### DATA PROVIDED
=== Begin Enclosure ===
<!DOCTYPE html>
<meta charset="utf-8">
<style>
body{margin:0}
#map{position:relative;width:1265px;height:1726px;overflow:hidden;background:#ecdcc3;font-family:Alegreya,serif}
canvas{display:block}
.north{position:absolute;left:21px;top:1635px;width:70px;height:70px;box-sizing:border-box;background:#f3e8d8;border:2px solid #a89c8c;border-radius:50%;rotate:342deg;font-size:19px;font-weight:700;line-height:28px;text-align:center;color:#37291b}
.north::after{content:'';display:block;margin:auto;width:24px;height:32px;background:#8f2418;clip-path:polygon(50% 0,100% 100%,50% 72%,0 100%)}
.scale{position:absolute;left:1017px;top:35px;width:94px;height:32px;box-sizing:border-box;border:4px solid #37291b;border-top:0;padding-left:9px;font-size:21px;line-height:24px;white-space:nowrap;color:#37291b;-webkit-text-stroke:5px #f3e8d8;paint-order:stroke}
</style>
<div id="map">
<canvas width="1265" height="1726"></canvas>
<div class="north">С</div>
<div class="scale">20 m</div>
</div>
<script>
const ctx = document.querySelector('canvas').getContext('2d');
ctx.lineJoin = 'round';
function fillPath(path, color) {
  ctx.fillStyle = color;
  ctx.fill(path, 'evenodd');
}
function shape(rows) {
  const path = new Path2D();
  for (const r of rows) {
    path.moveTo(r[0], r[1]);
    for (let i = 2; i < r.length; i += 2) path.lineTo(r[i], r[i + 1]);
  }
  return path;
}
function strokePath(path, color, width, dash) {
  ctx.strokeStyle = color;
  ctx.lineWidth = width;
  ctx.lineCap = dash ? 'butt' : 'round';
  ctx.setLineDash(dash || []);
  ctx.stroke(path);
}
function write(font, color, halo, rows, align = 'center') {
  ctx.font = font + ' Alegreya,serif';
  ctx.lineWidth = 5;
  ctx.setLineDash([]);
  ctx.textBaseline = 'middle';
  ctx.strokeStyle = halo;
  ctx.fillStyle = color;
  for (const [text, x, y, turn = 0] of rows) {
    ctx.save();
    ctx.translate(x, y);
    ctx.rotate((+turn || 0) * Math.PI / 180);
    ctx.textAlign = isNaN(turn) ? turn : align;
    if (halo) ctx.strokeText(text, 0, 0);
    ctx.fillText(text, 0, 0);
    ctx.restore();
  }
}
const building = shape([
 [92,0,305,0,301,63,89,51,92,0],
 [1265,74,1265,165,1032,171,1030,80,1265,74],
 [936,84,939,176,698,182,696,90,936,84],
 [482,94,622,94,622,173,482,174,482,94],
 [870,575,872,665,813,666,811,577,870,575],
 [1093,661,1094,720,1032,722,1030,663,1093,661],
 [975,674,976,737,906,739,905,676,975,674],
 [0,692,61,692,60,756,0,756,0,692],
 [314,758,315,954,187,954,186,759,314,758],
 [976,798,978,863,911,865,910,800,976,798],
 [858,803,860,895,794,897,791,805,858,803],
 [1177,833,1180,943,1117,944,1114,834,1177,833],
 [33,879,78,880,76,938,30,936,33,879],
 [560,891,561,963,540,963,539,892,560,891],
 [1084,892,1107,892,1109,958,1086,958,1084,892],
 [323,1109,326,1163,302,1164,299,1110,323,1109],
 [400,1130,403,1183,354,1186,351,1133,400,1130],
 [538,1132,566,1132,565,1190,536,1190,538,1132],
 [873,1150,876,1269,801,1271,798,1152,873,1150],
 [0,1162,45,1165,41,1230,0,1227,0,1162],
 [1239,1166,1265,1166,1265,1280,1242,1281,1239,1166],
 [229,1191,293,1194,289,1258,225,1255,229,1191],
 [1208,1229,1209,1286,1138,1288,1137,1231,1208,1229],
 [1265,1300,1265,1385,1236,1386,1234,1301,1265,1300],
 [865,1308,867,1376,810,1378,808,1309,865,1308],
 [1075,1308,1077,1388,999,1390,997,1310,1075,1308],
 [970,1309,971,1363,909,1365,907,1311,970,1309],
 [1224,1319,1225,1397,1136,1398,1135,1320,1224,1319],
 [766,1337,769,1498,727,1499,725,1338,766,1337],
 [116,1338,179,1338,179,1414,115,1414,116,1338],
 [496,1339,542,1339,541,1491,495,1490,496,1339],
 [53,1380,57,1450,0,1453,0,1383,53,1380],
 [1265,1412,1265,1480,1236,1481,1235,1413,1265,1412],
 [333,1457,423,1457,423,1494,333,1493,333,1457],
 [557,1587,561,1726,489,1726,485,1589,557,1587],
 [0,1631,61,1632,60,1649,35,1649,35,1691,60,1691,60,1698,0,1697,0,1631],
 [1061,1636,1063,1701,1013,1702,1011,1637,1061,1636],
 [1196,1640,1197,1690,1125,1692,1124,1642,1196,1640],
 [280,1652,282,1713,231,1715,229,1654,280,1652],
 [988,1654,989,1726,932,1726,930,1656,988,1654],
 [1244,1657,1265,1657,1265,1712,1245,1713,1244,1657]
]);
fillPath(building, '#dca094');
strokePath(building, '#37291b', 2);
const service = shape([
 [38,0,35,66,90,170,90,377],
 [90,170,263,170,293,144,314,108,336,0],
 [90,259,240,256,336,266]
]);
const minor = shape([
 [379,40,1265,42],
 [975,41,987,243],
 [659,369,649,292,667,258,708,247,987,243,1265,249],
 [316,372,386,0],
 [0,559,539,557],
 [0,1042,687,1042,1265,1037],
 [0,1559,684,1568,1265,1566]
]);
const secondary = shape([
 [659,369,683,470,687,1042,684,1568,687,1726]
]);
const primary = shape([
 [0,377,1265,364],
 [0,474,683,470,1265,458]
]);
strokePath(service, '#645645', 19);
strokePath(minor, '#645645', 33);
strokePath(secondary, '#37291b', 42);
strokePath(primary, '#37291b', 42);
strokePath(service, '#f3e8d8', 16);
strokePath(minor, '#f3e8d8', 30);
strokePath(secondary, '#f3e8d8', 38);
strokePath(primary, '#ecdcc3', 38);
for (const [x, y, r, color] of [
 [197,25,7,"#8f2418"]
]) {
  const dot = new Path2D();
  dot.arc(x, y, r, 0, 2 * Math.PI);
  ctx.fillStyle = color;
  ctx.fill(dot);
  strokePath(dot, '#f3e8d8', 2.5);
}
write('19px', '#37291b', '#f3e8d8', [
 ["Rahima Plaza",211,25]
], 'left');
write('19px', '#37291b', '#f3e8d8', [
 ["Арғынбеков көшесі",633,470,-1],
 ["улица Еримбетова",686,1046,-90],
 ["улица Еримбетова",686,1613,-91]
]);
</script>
=== End Enclosure ===
### WHAT TO WORK ON
Using the records above, report how many lines include "улица", with no words around the number.

### EXPECTED OUTPUT
2